Color also had a part to play in the Vaastu revamp of the man's home office. There was an excess of brown in the office, which Sheth explained is the color of the earth, and so, while appropriate in some places, is too settling a color for a dynamic office in which you want to do wheeling and dealing. Sheth painted the office ivory and lightened it up, while keeping the furniture brown to ensure a stable, protected environment.
"There is no good or bad color; it is only if colors are used in excess that there are negative connotations" explained Sheth.
Mirrors however can cause greater problems if used in the wrong way or cut too small.
"Behind their bed was a large section of mirrored tiles, which, on my prompting, they wallpapered over. You shouldn't have too many mirrors in the bedroom, and definitely not tiles. Mirrors are active by nature. When you sleep, you draw the curtains, shut the door and curl up to make the space smaller; mirrors expand space and make it larger. Too much space and it is not easy to sleep. With mirrored tiles your image is fragmented. You should not see yourself fragmented, but whole."
Sheth did not just apply general rules of Vaastu to the couple's home; she also looked at their birthcharts to work out their "personal direction." Personal directions are worked out according to astrology, and are looked at in conjunction with general rules and directions.
One last measure that Sheth took in the man's home office was to rearrange the furniture to have a solid wall behind his desk instead of a window so that he felt supported. So what was the end result of all these changes?
"Within two to three months, the husband felt more confident, optimistic, and strong," Sheth said. "As he is now coming from a position of strength, he made good decisions and negotiated better, and so his business improved.
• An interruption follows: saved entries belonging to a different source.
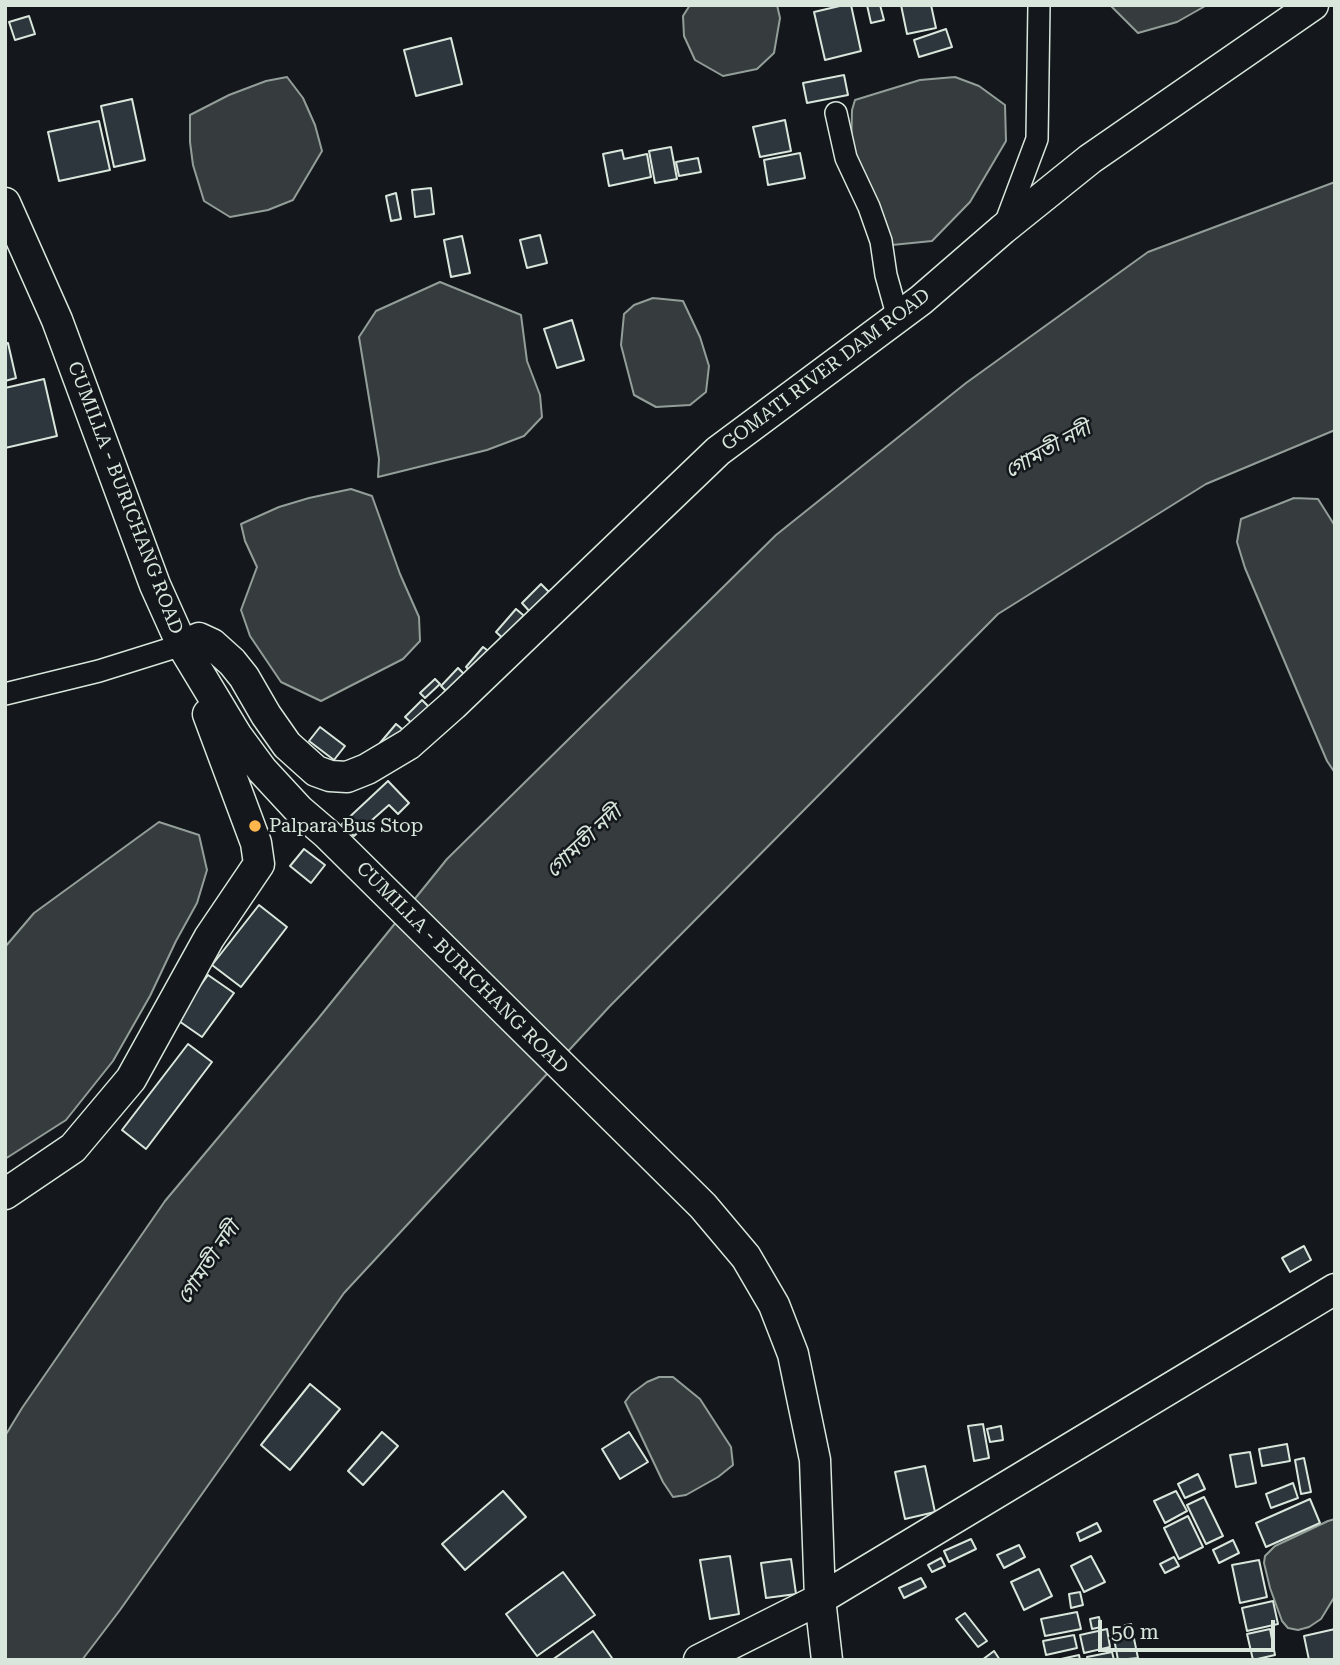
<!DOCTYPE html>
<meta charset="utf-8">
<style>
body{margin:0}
#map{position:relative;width:1340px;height:1665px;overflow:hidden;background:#14181c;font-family:"Roboto Serif",serif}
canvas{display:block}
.frame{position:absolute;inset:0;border:7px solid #d8e6dc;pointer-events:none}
.scale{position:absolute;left:1098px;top:1620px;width:177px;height:32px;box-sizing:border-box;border:4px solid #d8e6dc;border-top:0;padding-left:9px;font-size:21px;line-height:24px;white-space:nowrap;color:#d8e6dc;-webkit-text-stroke:5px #14181c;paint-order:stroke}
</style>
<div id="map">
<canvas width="1340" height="1665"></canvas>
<div class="frame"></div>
<div class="scale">50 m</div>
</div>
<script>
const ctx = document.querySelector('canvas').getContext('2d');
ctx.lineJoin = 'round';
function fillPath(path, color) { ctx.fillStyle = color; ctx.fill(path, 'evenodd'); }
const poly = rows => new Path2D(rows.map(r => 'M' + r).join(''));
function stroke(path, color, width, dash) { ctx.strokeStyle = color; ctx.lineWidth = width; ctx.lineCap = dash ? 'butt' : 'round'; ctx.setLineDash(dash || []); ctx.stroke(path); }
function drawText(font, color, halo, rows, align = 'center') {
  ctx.font = font + ' "Roboto Serif","Noto Sans Bengali",serif'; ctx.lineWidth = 5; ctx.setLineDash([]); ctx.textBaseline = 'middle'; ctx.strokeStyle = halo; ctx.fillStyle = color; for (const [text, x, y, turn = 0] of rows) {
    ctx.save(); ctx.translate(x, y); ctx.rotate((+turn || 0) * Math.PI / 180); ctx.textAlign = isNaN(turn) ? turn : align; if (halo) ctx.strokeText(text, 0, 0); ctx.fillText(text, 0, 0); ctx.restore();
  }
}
const water = poly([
 [690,5,777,5,780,18,774,53,757,69,723,76,695,60,684,36,683,16,690,5],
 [1110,5,1207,5,1177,22,1138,33,1110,5],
 [287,77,303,98,315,125,322,151,293,200,268,210,230,217,204,201,193,165,190,142,190,115,229,95,266,81,287,77],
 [955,77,979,86,1005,105,1006,141,970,202,932,241,892,245,879,220,851,155,852,110,855,100,920,80,955,77],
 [1335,182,1335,430,1206,484,998,614,610,1006,344,1293,120,1610,82,1660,5,1660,5,1436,22,1408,165,1201,317,1020,447,859,776,535,966,383,1148,252,1335,182],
 [440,282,521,315,527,361,540,395,542,417,524,436,487,450,378,477,379,459,359,337,376,311,440,282],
 [653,298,683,301,700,337,709,366,706,392,690,405,656,407,634,395,621,345,624,314,634,305,653,298],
 [351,489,372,496,400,574,419,617,420,641,403,659,321,701,281,682,250,636,241,610,257,567,245,541,241,524,279,507,309,498,351,489],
 [1294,498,1318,499,1335,526,1335,773,1327,761,1303,705,1245,568,1237,542,1241,519,1294,498],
 [159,822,199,835,207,870,197,903,176,941,150,996,113,1061,66,1120,5,1159,5,947,34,913,159,822],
 [659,1377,673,1377,700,1399,731,1447,733,1465,718,1477,686,1495,673,1497,663,1482,625,1402,631,1394,647,1382,659,1377],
 [1335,1519,1335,1596,1321,1619,1309,1627,1298,1630,1288,1628,1282,1621,1270,1588,1264,1563,1265,1556,1275,1546,1328,1521,1335,1519]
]);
const building = poly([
 [844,5,851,5,861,51,825,60,814,12,844,5],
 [867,5,880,5,884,20,871,23,867,5],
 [901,5,931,5,936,28,907,34,901,5],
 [29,16,35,34,15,40,9,22,29,16],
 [946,29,952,47,919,57,914,40,946,29],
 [451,38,462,84,416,96,404,50,451,38],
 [844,75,848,95,807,103,803,83,844,75],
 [132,99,145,160,114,167,101,106,132,99],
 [785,120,791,151,760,157,753,127,785,120],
 [99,121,110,170,59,181,48,132,99,121],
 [671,147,677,179,655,183,649,151,671,147],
 [622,150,624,159,647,154,651,177,609,186,603,154,622,150],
 [800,153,805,178,768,185,764,160,800,153],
 [698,158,701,172,679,176,676,162,698,158],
 [431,188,434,214,415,217,412,190,431,188],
 [396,193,401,219,391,221,386,196,396,193],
 [540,235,547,263,527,268,520,240,540,235],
 [462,236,470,273,451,277,444,240,462,236],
 [572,320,584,360,557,368,544,329,572,320],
 [8,343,16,378,5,381,5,344,8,343],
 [44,379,57,436,5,448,5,388,44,379],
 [541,584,551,594,531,613,522,603,541,584],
 [516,609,529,620,508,643,496,632,516,609],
 [483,647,495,656,477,677,466,667,483,647],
 [458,668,467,677,450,695,441,686,458,668],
 [435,679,440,684,425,698,420,693,435,679],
 [422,700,433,711,416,727,405,717,422,700],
 [396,724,407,733,391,752,380,743,396,724],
 [320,727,345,746,334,760,309,741,320,727],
 [388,781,409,803,398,814,389,805,354,836,342,824,388,781],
 [304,849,325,865,311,883,290,866,304,849],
 [259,905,287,927,241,987,212,965,259,905],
 [208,975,234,993,202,1037,176,1019,208,975],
 [188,1044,212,1062,146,1149,122,1130,188,1044],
 [1304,1246,1311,1260,1290,1272,1282,1258,1304,1246],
 [310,1384,340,1409,290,1470,261,1445,310,1384],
 [983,1424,989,1458,974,1461,968,1426,983,1424],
 [1001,1426,1003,1440,990,1442,987,1429,1001,1426],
 [382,1432,398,1446,363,1485,348,1471,382,1432],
 [629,1432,648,1462,620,1479,602,1449,629,1432],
 [1287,1444,1290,1461,1262,1466,1259,1449,1287,1444],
 [1250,1452,1256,1483,1236,1487,1230,1455,1250,1452],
 [1304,1458,1311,1492,1301,1494,1295,1460,1304,1458],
 [925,1466,935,1512,905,1519,895,1472,925,1466],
 [1198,1474,1205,1489,1185,1498,1178,1484,1198,1474],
 [1293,1483,1298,1498,1271,1508,1266,1494,1293,1483],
 [503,1491,526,1517,465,1570,442,1544,503,1491],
 [1176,1491,1187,1511,1165,1523,1154,1501,1176,1491],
 [1204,1497,1223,1536,1206,1544,1187,1505,1204,1497],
 [1310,1499,1320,1523,1266,1547,1256,1523,1310,1499],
 [1188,1516,1203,1547,1179,1559,1164,1528,1188,1516],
 [1097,1523,1101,1531,1080,1541,1077,1533,1097,1523],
 [971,1539,976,1549,949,1562,944,1551,971,1539],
 [1233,1540,1239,1553,1219,1563,1213,1550,1233,1540],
 [1019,1545,1025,1557,1004,1568,997,1555,1019,1545],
 [730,1556,739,1614,710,1619,700,1560,730,1556],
 [1091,1556,1105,1582,1084,1592,1071,1566,1091,1556],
 [1174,1557,1179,1566,1165,1573,1160,1564,1174,1557],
 [941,1558,945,1566,932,1572,928,1565,941,1558],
 [791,1559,796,1594,766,1598,761,1563,791,1559],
 [1259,1560,1267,1597,1240,1603,1232,1565,1259,1560],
 [1039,1569,1052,1596,1024,1610,1011,1582,1039,1569],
 [563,1572,595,1615,537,1656,506,1614,563,1572],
 [921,1578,926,1587,904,1598,899,1588,921,1578],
 [1080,1592,1083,1605,1071,1608,1069,1594,1080,1592],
 [1273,1601,1278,1624,1247,1631,1242,1608,1273,1601],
 [1077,1612,1081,1629,1045,1636,1041,1619,1077,1612],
 [965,1613,987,1641,978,1647,956,1619,965,1613],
 [1099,1617,1101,1627,1092,1629,1090,1619,1099,1617],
 [1131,1624,1138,1658,1118,1660,1112,1628,1131,1624],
 [1107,1629,1110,1647,1084,1653,1080,1635,1107,1629],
 [1270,1629,1275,1655,1253,1660,1247,1634,1270,1629],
 [1335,1629,1335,1660,1309,1660,1304,1636,1335,1629],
 [593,1631,612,1658,609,1660,552,1660,593,1631],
 [1074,1635,1077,1648,1046,1655,1043,1641,1074,1635],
 [994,1651,1000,1660,982,1660,994,1651],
 [1112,1652,1114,1660,1088,1660,1087,1657,1112,1652],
 [1079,1655,1080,1660,1061,1660,1061,1659,1079,1655]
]);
const street = poly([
 [836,113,846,158,869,207,881,241,886,275,898,318],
 [1004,227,1037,139,1039,5],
 [5,694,99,671,182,645]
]);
const secondary = poly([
 [5,203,57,320,155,585,182,645,237,736,262,770,299,810,327,834,703,1206,746,1257,774,1305,793,1354,815,1460,820,1599,827,1660],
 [182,645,199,638,212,644,232,662,244,677,266,715,287,745,316,771,330,776,347,777,367,769,409,744,453,705,718,451,921,300,1003,229,1090,159,1313,5],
 [5,1194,73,1148,131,1079,209,938,259,864,256,843,208,714],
 [699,1660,820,1599,1335,1289]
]);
const markers = [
 [255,826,7,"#ffb74d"]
];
const streetNames = [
 ["GOMATI RIVER DAM ROAD",826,370,-37],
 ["CUMILLA - BURICHANG ROAD",125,498,69],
 ["CUMILLA - BURICHANG ROAD",462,968,45]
];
const poiNames = [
 ["Palpara Bus Stop",269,826]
];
const waterNames = [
 ["গোমতী নদী",1048,450,-29],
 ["গোমতী নদী",584,842,-43],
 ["গোমতী নদী",209,1263,-56]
];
fillPath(water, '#363b3e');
stroke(water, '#939e99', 2);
fillPath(building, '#2c363c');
stroke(building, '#d8e6dc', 2);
stroke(street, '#d8e6dc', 24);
stroke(secondary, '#d8e6dc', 33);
stroke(street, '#14181c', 21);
stroke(secondary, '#14181c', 30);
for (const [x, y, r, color] of markers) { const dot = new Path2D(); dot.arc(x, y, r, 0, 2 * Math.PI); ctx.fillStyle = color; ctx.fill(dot); stroke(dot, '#14181c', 2.5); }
drawText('19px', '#d8e6dc', '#14181c', streetNames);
drawText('19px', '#d8e6dc', '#14181c', poiNames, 'left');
drawText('italic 21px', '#d8e6dc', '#14181c', waterNames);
</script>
As his insecurities went away, the relationship also improved."
The case study above shows that, as with most things, energy plays a crucial part in achieving a happy home. Sheth explains Vaastu thus: "When their property is properly aligned, people enjoy good lives. I call it going with the flow. If you want to swim in the sea, it is best to go with the tide because you are supported. Swim against the tide, and you will be struggling. Similarly, when their property is correctly aligned within its environment, people are supported."
The answer seems to be to make friends with your home, and your house could very well love you back in the shape of prosperity, health, and happiness.